- [TASK ITEM]:
Where a picture shows up in the listing below, omit it and output the rest exactly.

- [DATA BLOCK]:
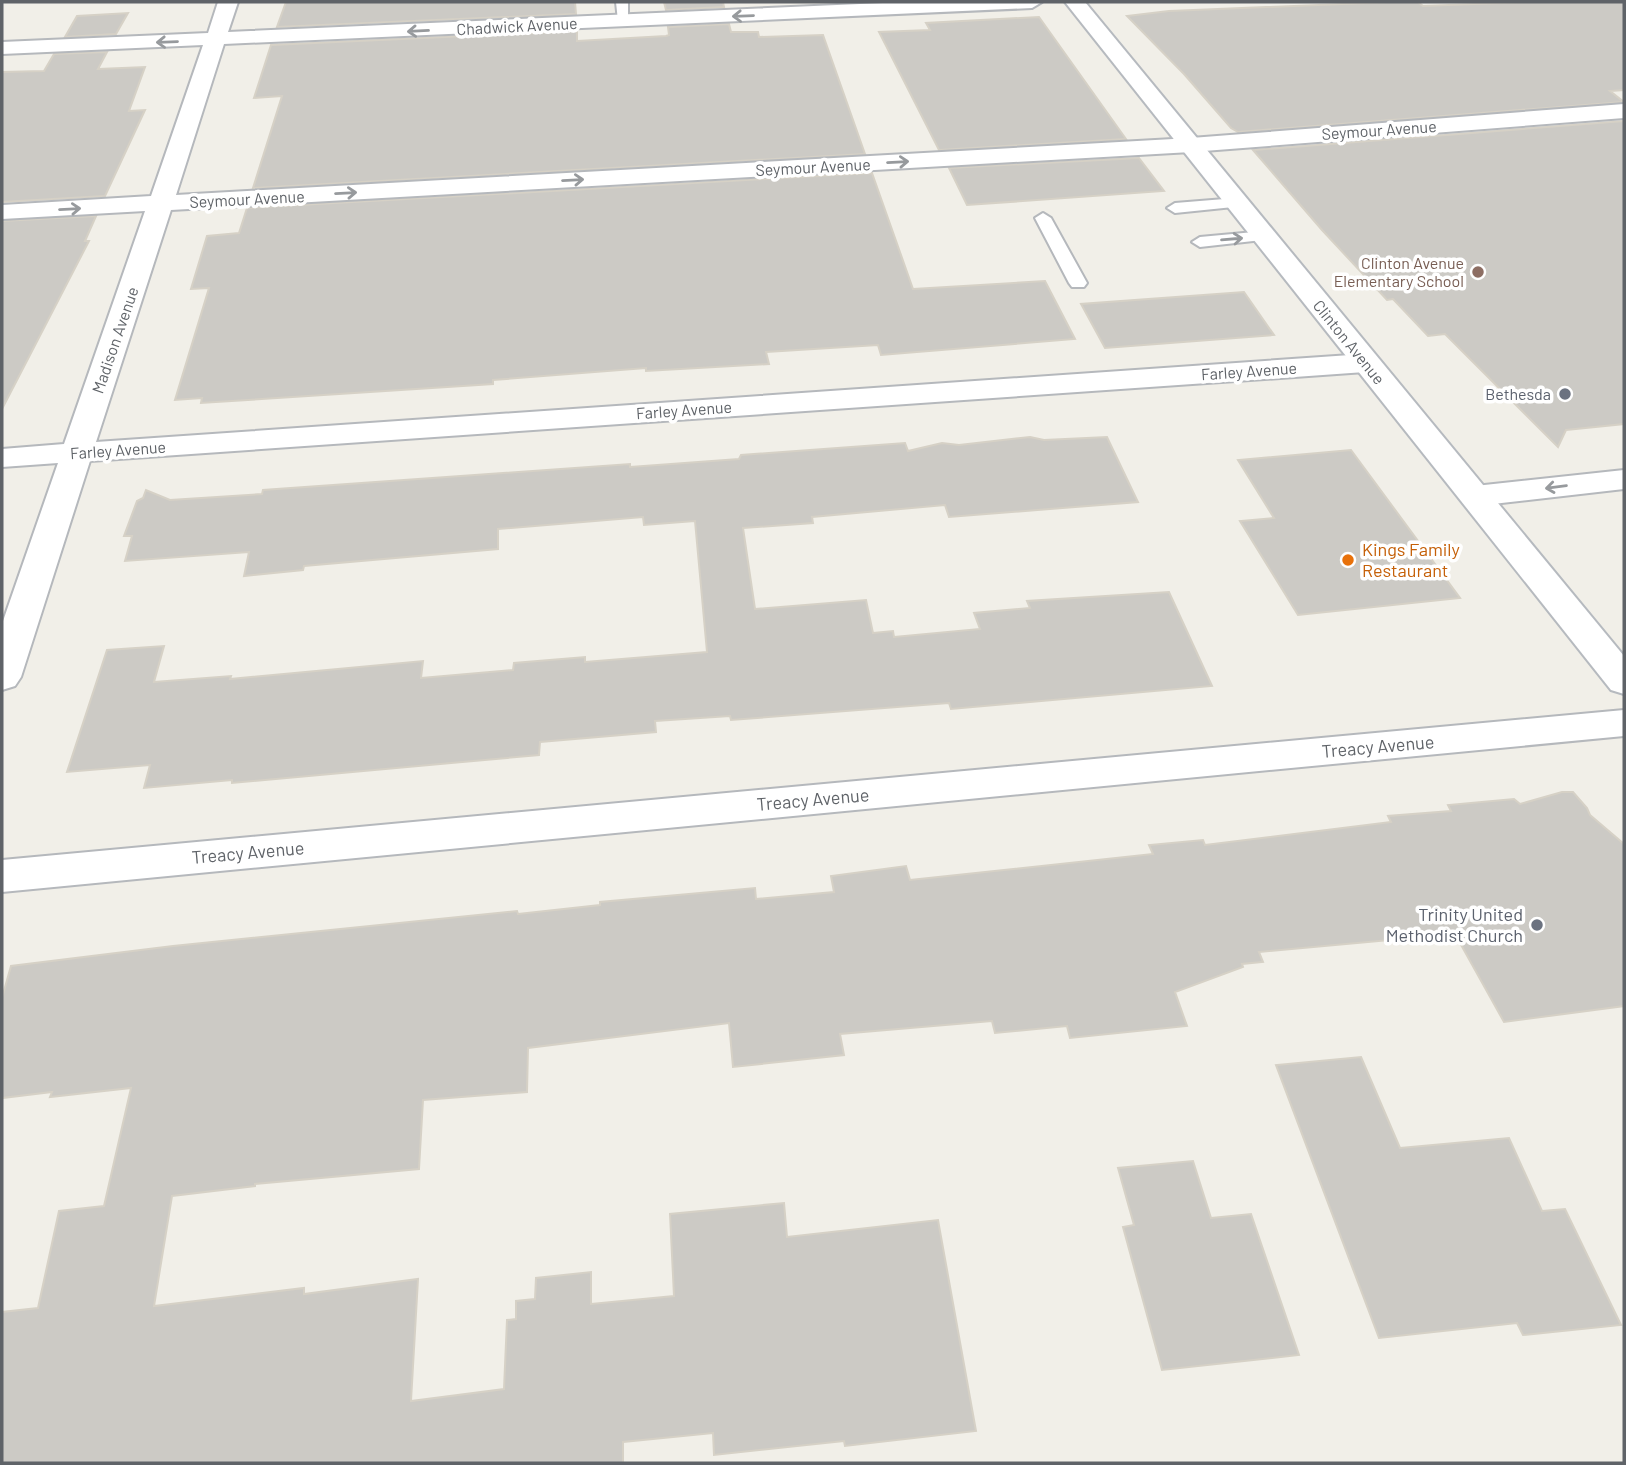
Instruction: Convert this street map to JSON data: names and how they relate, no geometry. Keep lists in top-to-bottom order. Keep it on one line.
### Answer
{"streets":{"street":["Chadwick Avenue","Seymour Avenue","Madison Avenue","Clinton Avenue","Farley Avenue","Treacy Avenue"]},"crossings":[["Chadwick Avenue","Madison Avenue"],["Seymour Avenue","Madison Avenue"],["Seymour Avenue","Clinton Avenue"],["Madison Avenue","Farley Avenue"],["Clinton Avenue","Farley Avenue"]],"one_way":["Chadwick Avenue","Seymour Avenue"],"places":["Clinton Avenue Elementary School","Bethesda","Kings Family Restaurant","Trinity United Methodist Church"]}
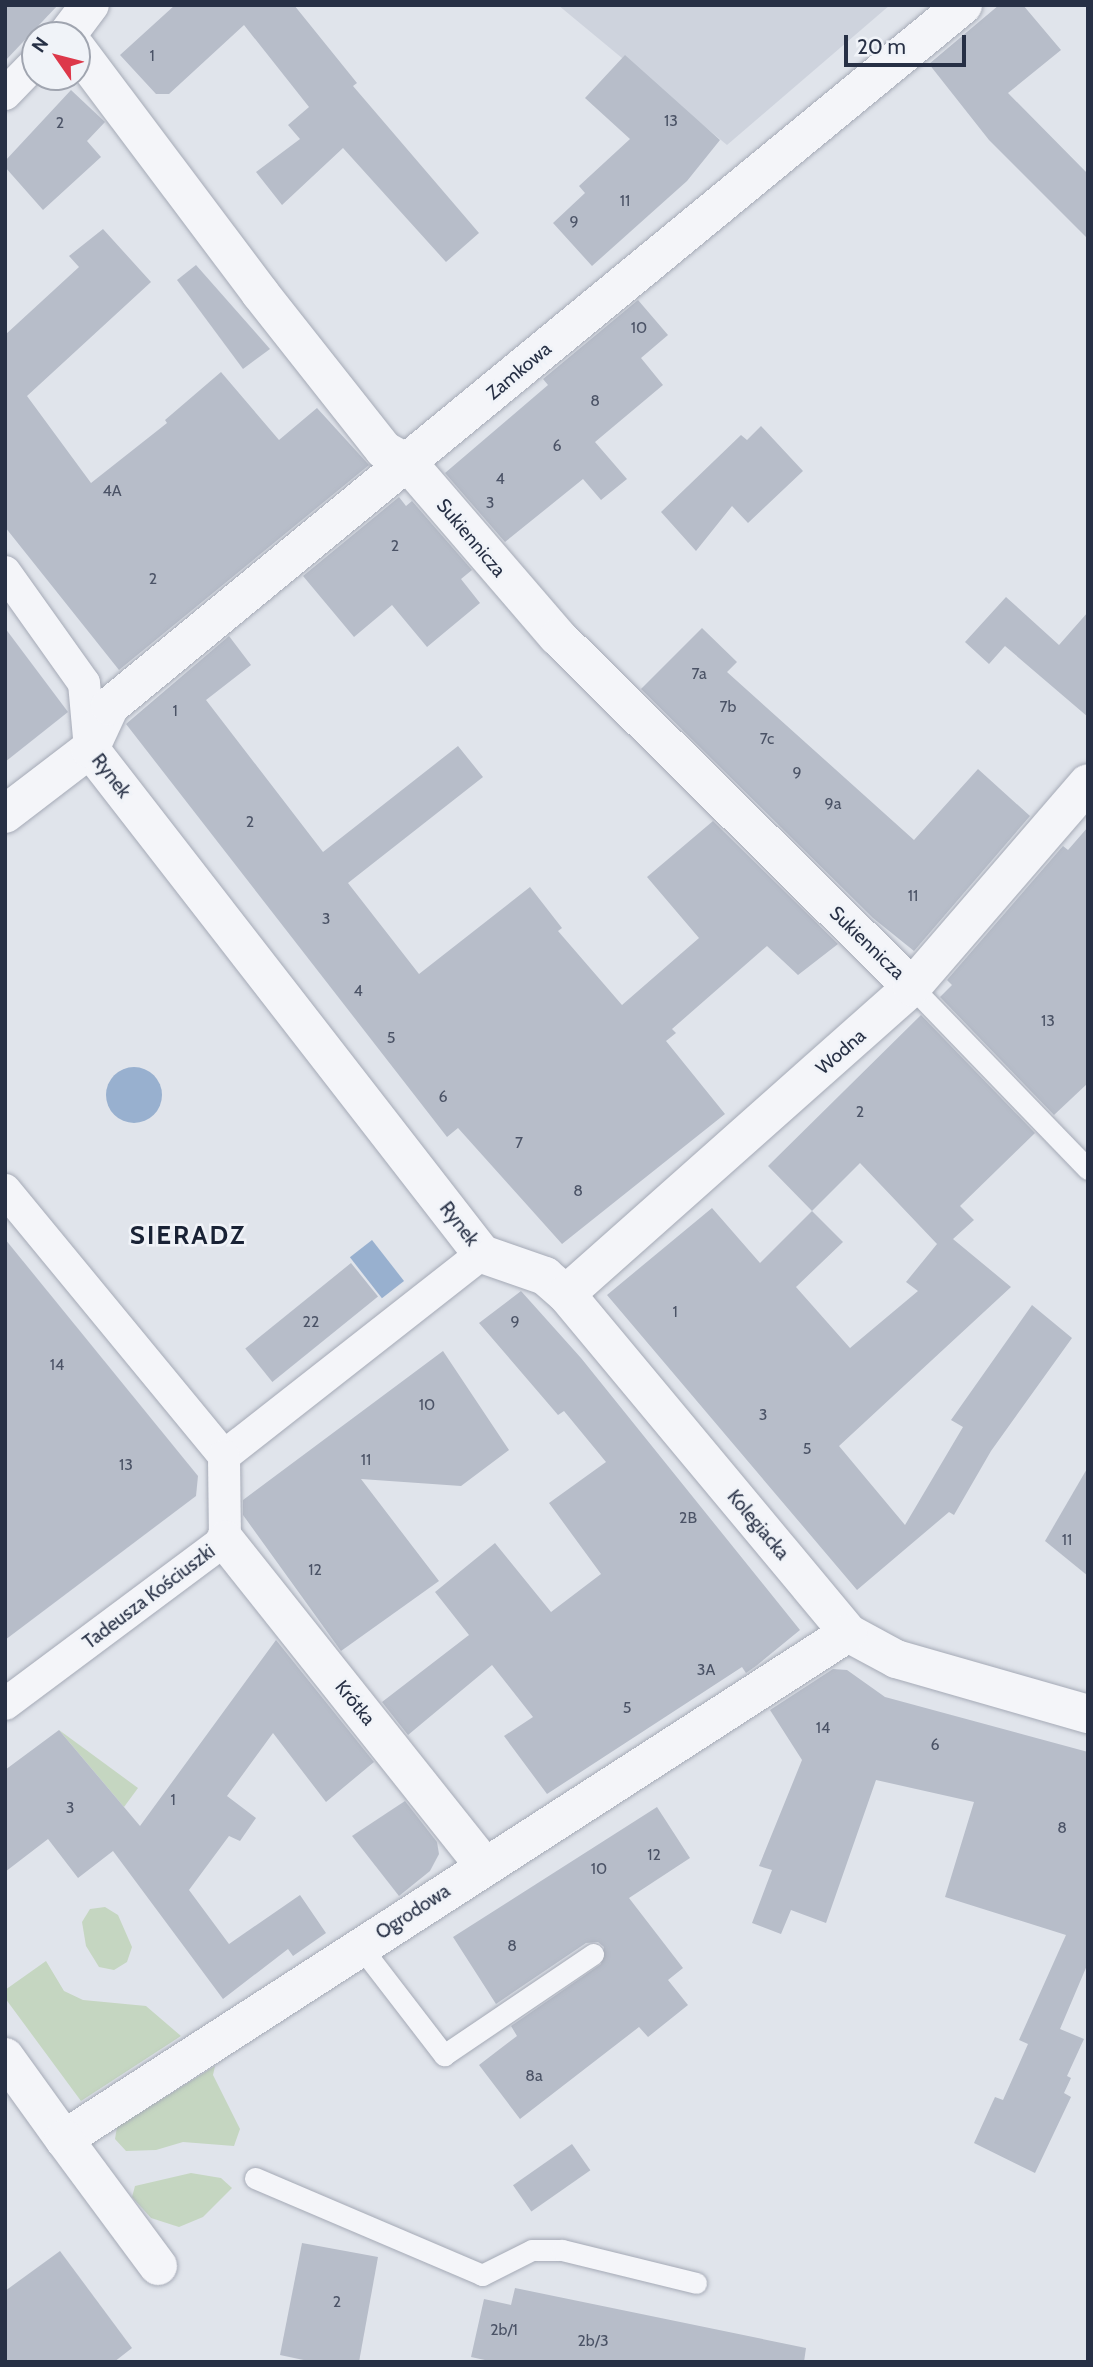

- [ANSWER TO THE PROBLEM]:
Instruction: Convert this street map to JSON data: names and how they relate, no geometry. Keep lists in top-to-bottom order. Keep it on one line.
### Answer
{"streets":{"street":["Chadwick Avenue","Seymour Avenue","Madison Avenue","Clinton Avenue","Farley Avenue","Treacy Avenue"]},"crossings":[["Chadwick Avenue","Madison Avenue"],["Seymour Avenue","Madison Avenue"],["Seymour Avenue","Clinton Avenue"],["Madison Avenue","Farley Avenue"],["Clinton Avenue","Farley Avenue"]],"one_way":["Chadwick Avenue","Seymour Avenue"],"places":["Clinton Avenue Elementary School","Bethesda","Kings Family Restaurant","Trinity United Methodist Church"]}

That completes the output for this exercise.